Records to use Block Start
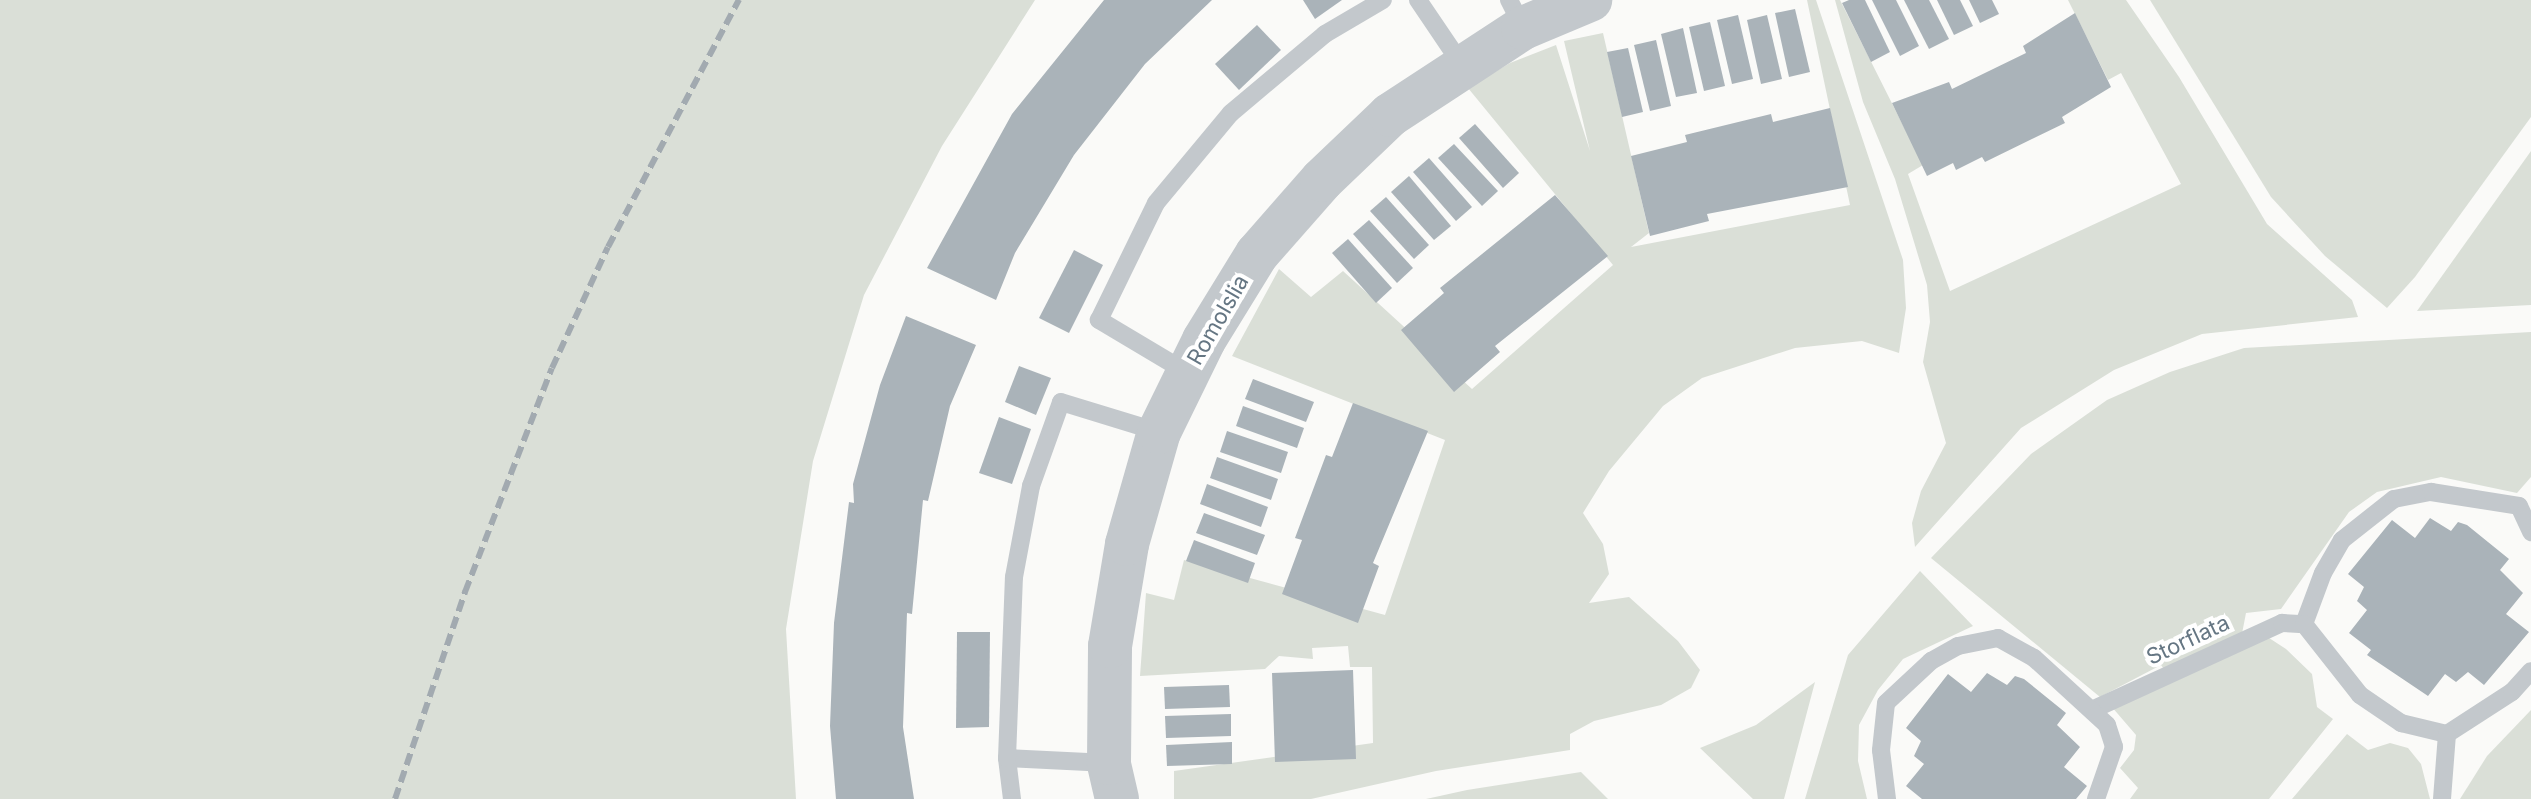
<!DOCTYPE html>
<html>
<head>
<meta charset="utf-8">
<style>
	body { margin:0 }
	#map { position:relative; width:2531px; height:799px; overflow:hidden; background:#fafaf8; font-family:Inter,sans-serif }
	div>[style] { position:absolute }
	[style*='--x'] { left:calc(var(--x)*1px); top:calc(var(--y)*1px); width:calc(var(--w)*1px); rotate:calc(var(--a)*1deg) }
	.green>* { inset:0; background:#dadfd7 }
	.building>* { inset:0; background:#aab3b9 }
	.service>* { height:18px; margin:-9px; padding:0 9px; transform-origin:9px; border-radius:9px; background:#c3c8cc }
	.tertiary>* { height:44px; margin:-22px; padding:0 22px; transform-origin:22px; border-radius:22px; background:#c3c8cc }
	.rail>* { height:6px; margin-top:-3px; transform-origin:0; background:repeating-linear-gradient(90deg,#a2aab0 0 12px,transparent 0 18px) }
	span { translate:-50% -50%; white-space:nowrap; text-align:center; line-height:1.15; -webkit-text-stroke:8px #fff; paint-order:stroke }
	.street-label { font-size:22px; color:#657683 }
</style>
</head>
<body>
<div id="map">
	<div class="green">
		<i style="clip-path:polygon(0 0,1035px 0,942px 146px,864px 295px,813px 461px,786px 629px,796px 799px,0 799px)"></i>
		<i style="clip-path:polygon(1807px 0,1816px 0,1903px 260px,1906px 308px,1899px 353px,1862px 341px,1795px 348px,1702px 378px,1663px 406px,1609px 471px,1583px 513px,1603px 544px,1609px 574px,1589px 603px,1629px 597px,1678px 641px,1700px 670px,1691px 688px,1661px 705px,1594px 721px,1570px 734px,1570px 750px,1436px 771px,1311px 799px,1174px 799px,1174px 771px,1373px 743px,1372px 667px,1350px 667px,1348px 646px,1312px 648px,1313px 659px,1279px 656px,1265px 669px,1140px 676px,1146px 593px,1174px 600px,1184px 560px,1385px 615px,1445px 440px,1232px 356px,1279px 269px,1311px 297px,1343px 271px,1472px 389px,1613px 265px,1468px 88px,1510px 63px,1556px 45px,1590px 151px,1564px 41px,1603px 33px,1649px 233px,1631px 247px,1850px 205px)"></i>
		<i style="clip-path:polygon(1835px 0,1840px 0,1923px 165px,1908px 174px,1950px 291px,2181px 184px,2121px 73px,2108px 80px,2068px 0,2126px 0,2179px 77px,2267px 224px,2352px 300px,2358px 317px,2202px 334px,2114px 370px,2021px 428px,1915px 547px,1912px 523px,1921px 491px,1946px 443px,1923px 362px,1930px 322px,1927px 285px,1895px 179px,1863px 102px)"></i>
		<i style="clip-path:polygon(2150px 0,2531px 0,2531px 117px,2415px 277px,2387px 308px,2325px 256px,2271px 197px)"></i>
		<i style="clip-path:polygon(2531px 151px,2531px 305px,2417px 311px)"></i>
		<i style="clip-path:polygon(2531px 332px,2531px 477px,2517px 493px,2441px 477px,2377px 492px,2349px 512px,2281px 609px,2246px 613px,2240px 644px,2266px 636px,2286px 649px,2312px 674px,2317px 707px,2333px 719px,2269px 799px,2130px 799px,2138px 788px,2120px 768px,2134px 750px,2136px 735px,2111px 706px,2172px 680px,2161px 665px,2100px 697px,1931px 558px,2031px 454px,2107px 400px,2170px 372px,2244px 348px)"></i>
		<i style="clip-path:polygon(1920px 571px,1973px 626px,1903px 659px,1878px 690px,1859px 725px,1858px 761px,1867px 799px,1805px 799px,1848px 655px)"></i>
		<i style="clip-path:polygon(1815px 682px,1784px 799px,1753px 799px,1700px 748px,1756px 725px)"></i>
		<i style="clip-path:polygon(2531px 710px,2531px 799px,2460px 799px,2487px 756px)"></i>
		<i style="clip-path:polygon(2347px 734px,2368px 750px,2390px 743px,2408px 748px,2421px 764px,2430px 799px,2292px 799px)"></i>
		<i style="clip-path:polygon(1581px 772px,1608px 799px,1426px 799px,1467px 790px)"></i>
	</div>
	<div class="building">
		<i style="clip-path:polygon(1104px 0,1212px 0,1145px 64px,1074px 155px,1015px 253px,996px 300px,927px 268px,1012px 114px)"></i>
		<i style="clip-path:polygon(1303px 0,1342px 0,1315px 19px)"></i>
		<i style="clip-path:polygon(1849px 0,1865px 0,1890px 52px,1871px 62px,1842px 3px)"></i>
		<i style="clip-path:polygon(1872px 0,1896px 0,1919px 46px,1900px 56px)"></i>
		<i style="clip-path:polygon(1904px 0,1929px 0,1949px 39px,1929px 49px)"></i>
		<i style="clip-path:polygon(1937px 0,1960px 0,1973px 26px,1954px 35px)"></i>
		<i style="clip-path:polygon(1969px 0,1992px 0,1999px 14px,1980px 23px)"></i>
		<i style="clip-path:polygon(1795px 9px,1810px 72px,1789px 77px,1775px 13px)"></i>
		<i style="clip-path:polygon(2075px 13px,2111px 87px,2062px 117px,2065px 123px,1985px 162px,1982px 157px,1956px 170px,1953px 163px,1927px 176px,1892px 103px,1949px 82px,1952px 89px,2026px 53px,2023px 46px)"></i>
		<i style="clip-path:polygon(1738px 15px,1753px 79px,1732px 84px,1717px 20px)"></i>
		<i style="clip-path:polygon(1767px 15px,1782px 79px,1761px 84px,1747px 20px)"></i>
		<i style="clip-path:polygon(1710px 22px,1725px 86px,1704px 91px,1689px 27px)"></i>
		<i style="clip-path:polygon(1257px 25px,1281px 50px,1239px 90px,1215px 64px)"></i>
		<i style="clip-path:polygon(1683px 28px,1697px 93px,1676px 97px,1661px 34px)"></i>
		<i style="clip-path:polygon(1656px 40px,1671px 106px,1650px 111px,1634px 45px)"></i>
		<i style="clip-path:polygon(1628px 48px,1643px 112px,1622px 117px,1607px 52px)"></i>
		<i style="clip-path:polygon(1830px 108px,1848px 187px,1707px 214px,1709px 221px,1650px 236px,1631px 156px,1687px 142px,1685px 135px,1771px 114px,1773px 122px)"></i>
		<i style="clip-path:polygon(1475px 124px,1519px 173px,1503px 188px,1459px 138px)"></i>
		<i style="clip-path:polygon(1454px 144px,1498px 191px,1482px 206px,1438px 158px)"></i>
		<i style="clip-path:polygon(1429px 158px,1472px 207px,1456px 221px,1413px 172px)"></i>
		<i style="clip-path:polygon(1409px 176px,1451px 226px,1434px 240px,1391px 192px)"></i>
		<i style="clip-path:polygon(1555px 195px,1608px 256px,1495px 346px,1500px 352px,1454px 392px,1401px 330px,1444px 293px,1440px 288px)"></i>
		<i style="clip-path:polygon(1386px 197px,1429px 245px,1414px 259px,1370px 211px)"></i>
		<i style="clip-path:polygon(1369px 220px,1413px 268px,1397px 283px,1353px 234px)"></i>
		<i style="clip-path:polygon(1348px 239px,1392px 288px,1376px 303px,1332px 253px)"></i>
		<i style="clip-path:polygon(1074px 250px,1103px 265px,1069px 333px,1039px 318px)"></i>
		<i style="clip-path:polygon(906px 316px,976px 345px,950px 406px,928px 501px,923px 500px,912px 614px,907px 613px,903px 727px,914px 799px,836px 799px,830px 726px,834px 623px,849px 502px,854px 503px,853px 484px,880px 385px)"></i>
		<i style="clip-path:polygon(1019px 366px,1051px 378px,1036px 415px,1005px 402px)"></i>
		<i style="clip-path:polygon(1253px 379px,1314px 402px,1306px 422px,1245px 399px)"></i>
		<i style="clip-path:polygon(1353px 403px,1428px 431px,1373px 563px,1379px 566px,1358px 623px,1282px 594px,1302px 540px,1295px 538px,1326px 455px,1332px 457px)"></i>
		<i style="clip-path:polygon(1243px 406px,1304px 428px,1297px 448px,1236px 426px)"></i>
		<i style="clip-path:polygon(999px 417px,1031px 429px,1012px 484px,979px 473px)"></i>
		<i style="clip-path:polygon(1227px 431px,1288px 452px,1281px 473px,1220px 452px)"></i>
		<i style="clip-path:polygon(1217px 457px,1278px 479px,1271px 500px,1210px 478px)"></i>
		<i style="clip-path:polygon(1207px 484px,1268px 507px,1261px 527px,1200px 504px)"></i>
		<i style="clip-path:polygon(1204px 513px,1265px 535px,1257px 555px,1196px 533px)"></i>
		<i style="clip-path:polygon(2430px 518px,2451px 531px,2458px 522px,2467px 525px,2509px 559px,2500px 570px,2523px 593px,2506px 614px,2529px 632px,2484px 685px,2468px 672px,2456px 682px,2445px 674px,2428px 696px,2367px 655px,2371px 650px,2349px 633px,2367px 610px,2357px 601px,2364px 587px,2348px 574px,2392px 520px,2415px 538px)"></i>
		<i style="clip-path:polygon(1194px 540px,1255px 563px,1248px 583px,1186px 561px)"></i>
		<i style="clip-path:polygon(957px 632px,990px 632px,989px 727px,956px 728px)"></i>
		<i style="clip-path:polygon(1353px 670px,1356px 759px,1275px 762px,1272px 673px)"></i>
		<i style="clip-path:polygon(1987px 673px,2007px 685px,2015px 676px,2024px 679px,2066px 713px,2057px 725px,2080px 747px,2064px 767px,2087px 786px,2076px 799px,1922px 799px,1906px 786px,1924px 764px,1914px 756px,1921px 741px,1906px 728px,1948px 674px,1971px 692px)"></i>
		<i style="clip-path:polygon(1229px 685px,1230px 707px,1165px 709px,1164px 687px)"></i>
		<i style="clip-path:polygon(1231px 714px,1231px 736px,1166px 738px,1165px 716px)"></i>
		<i style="clip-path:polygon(1232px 742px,1232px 764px,1167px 766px,1166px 745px)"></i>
	</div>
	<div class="service">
		<i style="--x:1418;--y:0;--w:78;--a:55.9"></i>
		<i style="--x:1509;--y:0;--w:31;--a:63"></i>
		<i style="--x:1188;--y:373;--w:104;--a:-149.2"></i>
		<i style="--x:1099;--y:320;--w:130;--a:-64"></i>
		<i style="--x:1156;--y:203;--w:117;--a:-50.2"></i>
		<i style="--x:1231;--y:113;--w:123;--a:-40"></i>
		<i style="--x:1325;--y:34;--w:67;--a:-30.4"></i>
		<i style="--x:2304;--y:624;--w:54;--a:-69.6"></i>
		<i style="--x:2323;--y:573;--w:38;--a:-60"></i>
		<i style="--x:2342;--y:540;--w:66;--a:-38.3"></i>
		<i style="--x:2394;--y:499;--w:38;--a:-11"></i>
		<i style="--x:2431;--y:492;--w:89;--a:9"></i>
		<i style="--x:2519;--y:506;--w:29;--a:65"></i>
		<i style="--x:2094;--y:709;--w:207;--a:-24.6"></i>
		<i style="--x:2282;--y:623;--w:22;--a:3"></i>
		<i style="--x:2304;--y:624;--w:90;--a:51.7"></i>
		<i style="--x:2360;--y:695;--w:50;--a:34.3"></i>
		<i style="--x:2401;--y:723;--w:47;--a:13.4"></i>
		<i style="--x:2447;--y:734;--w:77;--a:-32.9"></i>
		<i style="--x:2512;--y:692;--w:28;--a:-48"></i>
		<i style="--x:1007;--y:758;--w:101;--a:2.8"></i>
		<i style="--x:1012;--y:799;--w:41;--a:-97"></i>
		<i style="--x:1007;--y:758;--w:181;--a:-87.8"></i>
		<i style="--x:1014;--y:577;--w:93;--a:-79.4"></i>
		<i style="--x:1031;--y:486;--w:89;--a:-70.3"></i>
		<i style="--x:1061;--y:402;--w:102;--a:17"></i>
		<i style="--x:1887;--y:799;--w:49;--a:-97"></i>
		<i style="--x:1881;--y:750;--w:47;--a:-83.9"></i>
		<i style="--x:1886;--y:703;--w:62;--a:-43"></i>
		<i style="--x:1931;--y:661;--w:31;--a:-29"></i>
		<i style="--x:1958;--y:646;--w:41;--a:-11.3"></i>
		<i style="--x:1998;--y:638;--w:41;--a:29.1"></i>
		<i style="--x:2034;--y:658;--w:99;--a:42.5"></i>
		<i style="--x:2107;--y:725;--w:23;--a:72"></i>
		<i style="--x:2114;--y:747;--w:55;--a:109.1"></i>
		<i style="--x:2442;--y:799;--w:65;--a:-85.6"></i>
	</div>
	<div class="tertiary">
		<i style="--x:1117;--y:799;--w:37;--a:-103"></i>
		<i style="--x:1109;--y:763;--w:117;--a:-89.5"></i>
		<i style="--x:1110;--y:646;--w:103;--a:-80.5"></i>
		<i style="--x:1127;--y:544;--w:116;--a:-74.1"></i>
		<i style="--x:1159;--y:432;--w:102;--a:-63.9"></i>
		<i style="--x:1204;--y:340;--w:101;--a:-58.4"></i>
		<i style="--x:1257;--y:254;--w:98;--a:-48.7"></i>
		<i style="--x:1322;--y:180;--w:94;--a:-43.7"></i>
		<i style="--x:1390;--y:115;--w:159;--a:-33.2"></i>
		<i style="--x:1523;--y:28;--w:73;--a:-22.7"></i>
	</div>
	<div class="rail">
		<i style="--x:395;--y:799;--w:219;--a:-71.3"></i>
		<i style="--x:465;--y:592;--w:240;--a:-68.8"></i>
		<i style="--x:552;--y:368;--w:133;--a:-65.2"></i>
		<i style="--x:608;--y:247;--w:280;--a:-62.1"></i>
	</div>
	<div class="street-label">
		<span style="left:1218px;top:320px;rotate:-60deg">Romolslia</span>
		<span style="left:2188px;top:640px;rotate:-25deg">Storflata</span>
	</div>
</div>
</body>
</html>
Records to use Block End
* _Exercise details_:
Wherever the string "position" turns up in the material, copy the whole line.

* _Task solution_:
	#map { position:relative; width:2531px; height:799px; overflow:hidden; background:#fafaf8; font-family:Inter,sans-serif }
	div>[style] { position:absolute }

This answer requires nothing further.